* [Goal of the exercise] Pull out each line of the data that includes the word "they".

* [Entries supplied]
'''
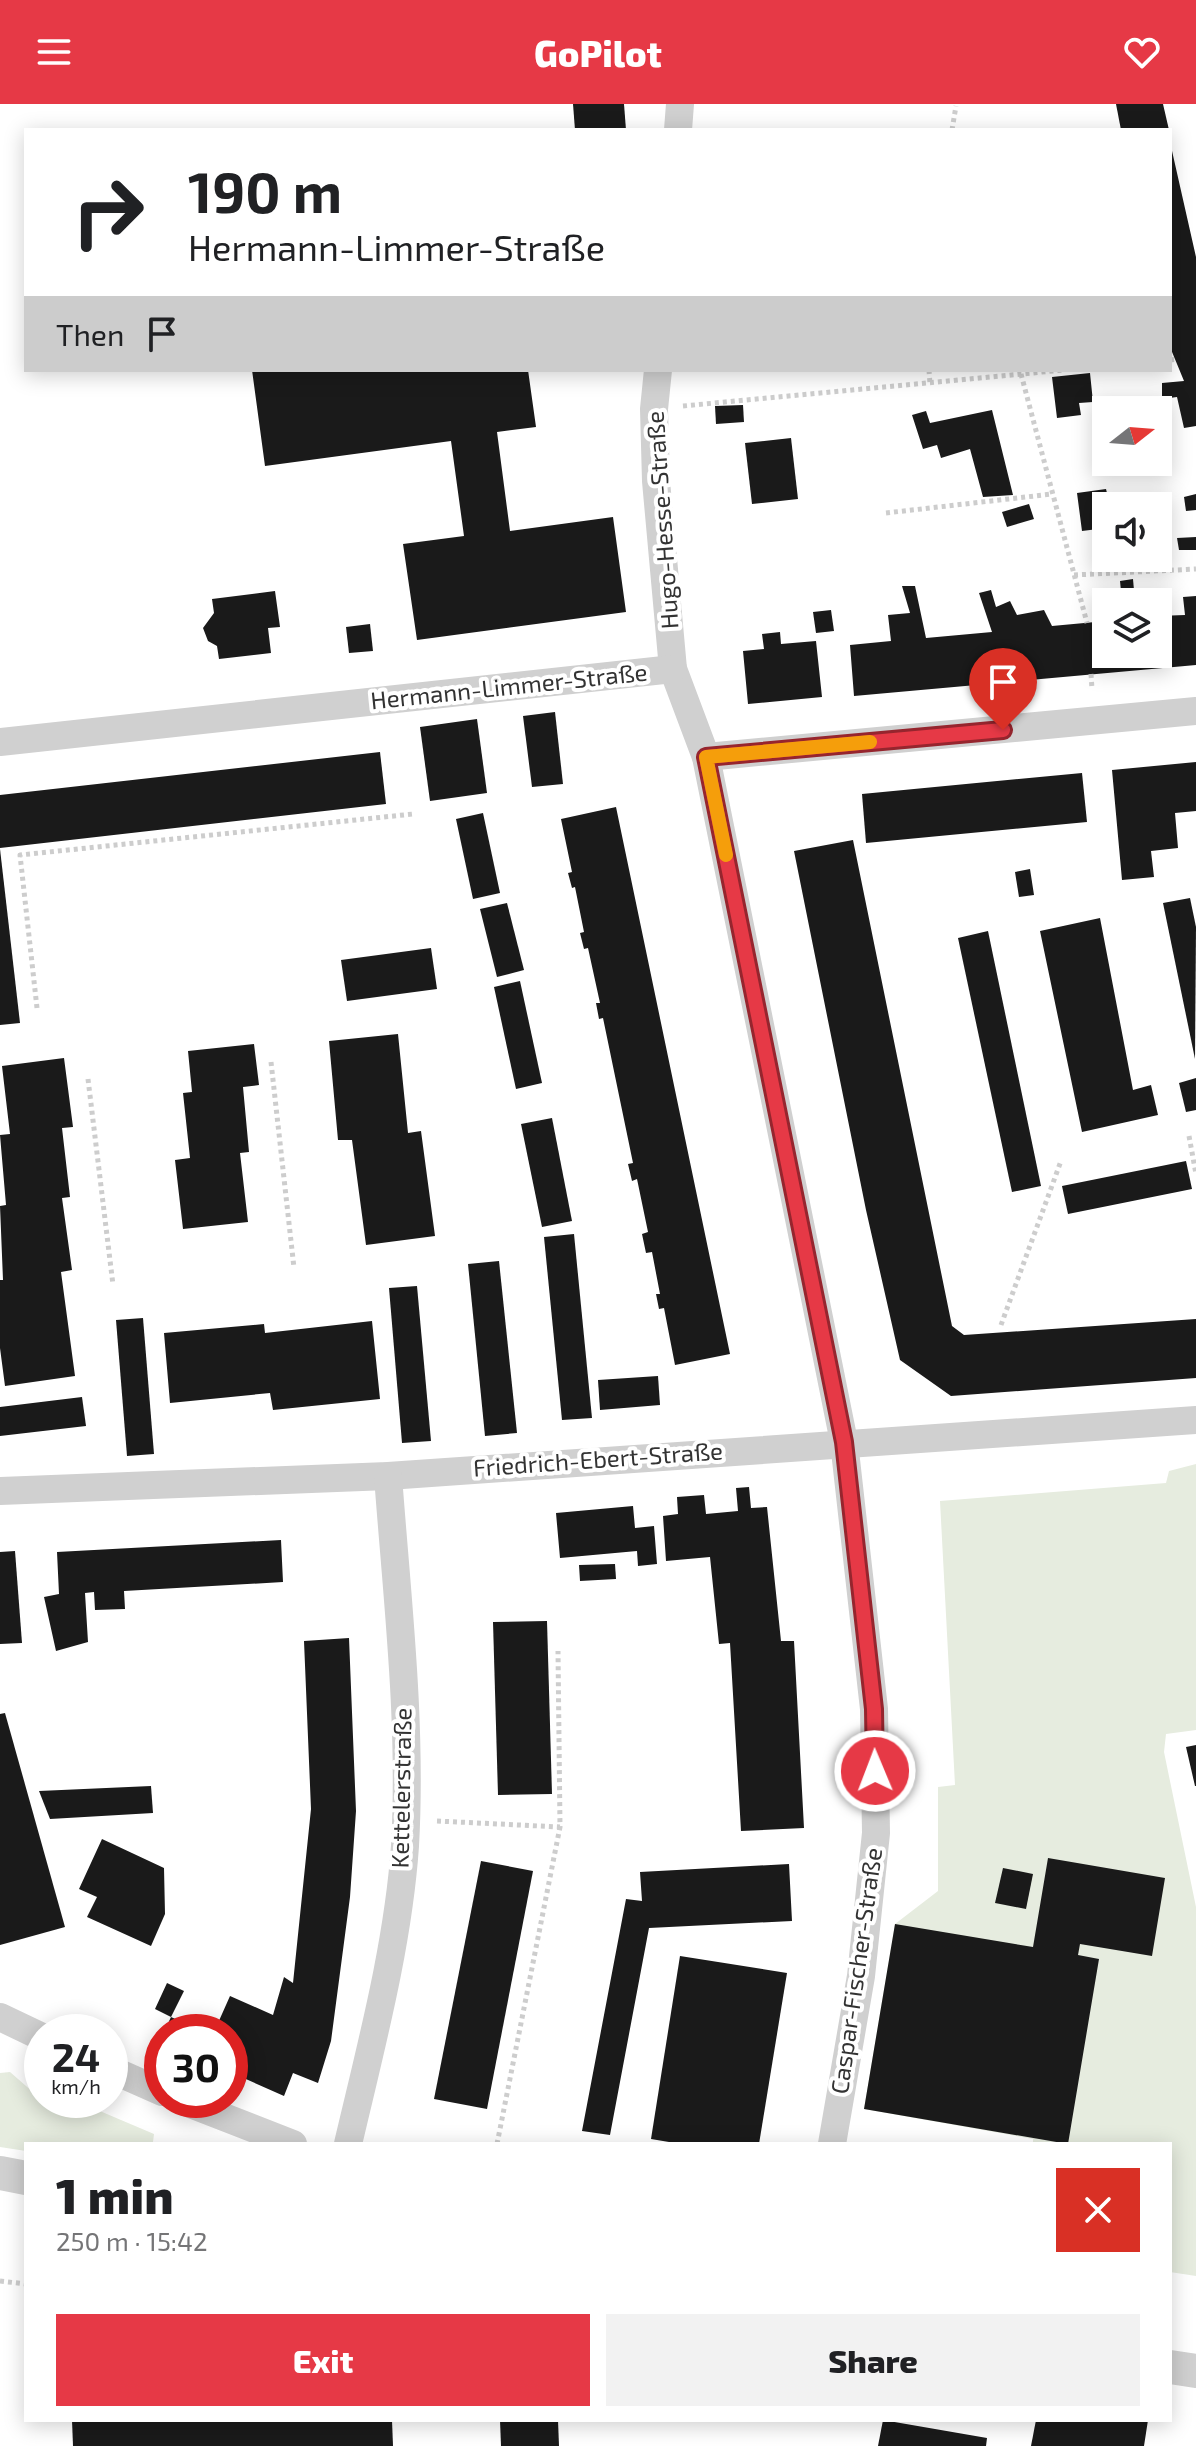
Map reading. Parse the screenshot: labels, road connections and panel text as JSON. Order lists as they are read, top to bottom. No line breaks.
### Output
'''
'''
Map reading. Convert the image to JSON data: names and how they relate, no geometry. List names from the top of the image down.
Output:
'''
'''
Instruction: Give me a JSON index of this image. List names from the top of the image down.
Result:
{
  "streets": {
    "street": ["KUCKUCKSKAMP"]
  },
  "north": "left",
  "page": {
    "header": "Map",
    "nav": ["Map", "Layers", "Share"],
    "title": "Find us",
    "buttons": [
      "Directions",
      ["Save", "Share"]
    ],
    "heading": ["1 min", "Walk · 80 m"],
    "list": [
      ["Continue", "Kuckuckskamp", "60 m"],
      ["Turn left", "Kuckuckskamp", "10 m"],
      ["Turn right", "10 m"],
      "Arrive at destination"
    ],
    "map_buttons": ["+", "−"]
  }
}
'''
* [Written reply]
Map reading. Parse the screenshot: labels, road connections and panel text as JSON. Order lists as they are read, top to bottom. No line breaks.
Map reading. Convert the image to JSON data: names and how they relate, no geometry. List names from the top of the image down.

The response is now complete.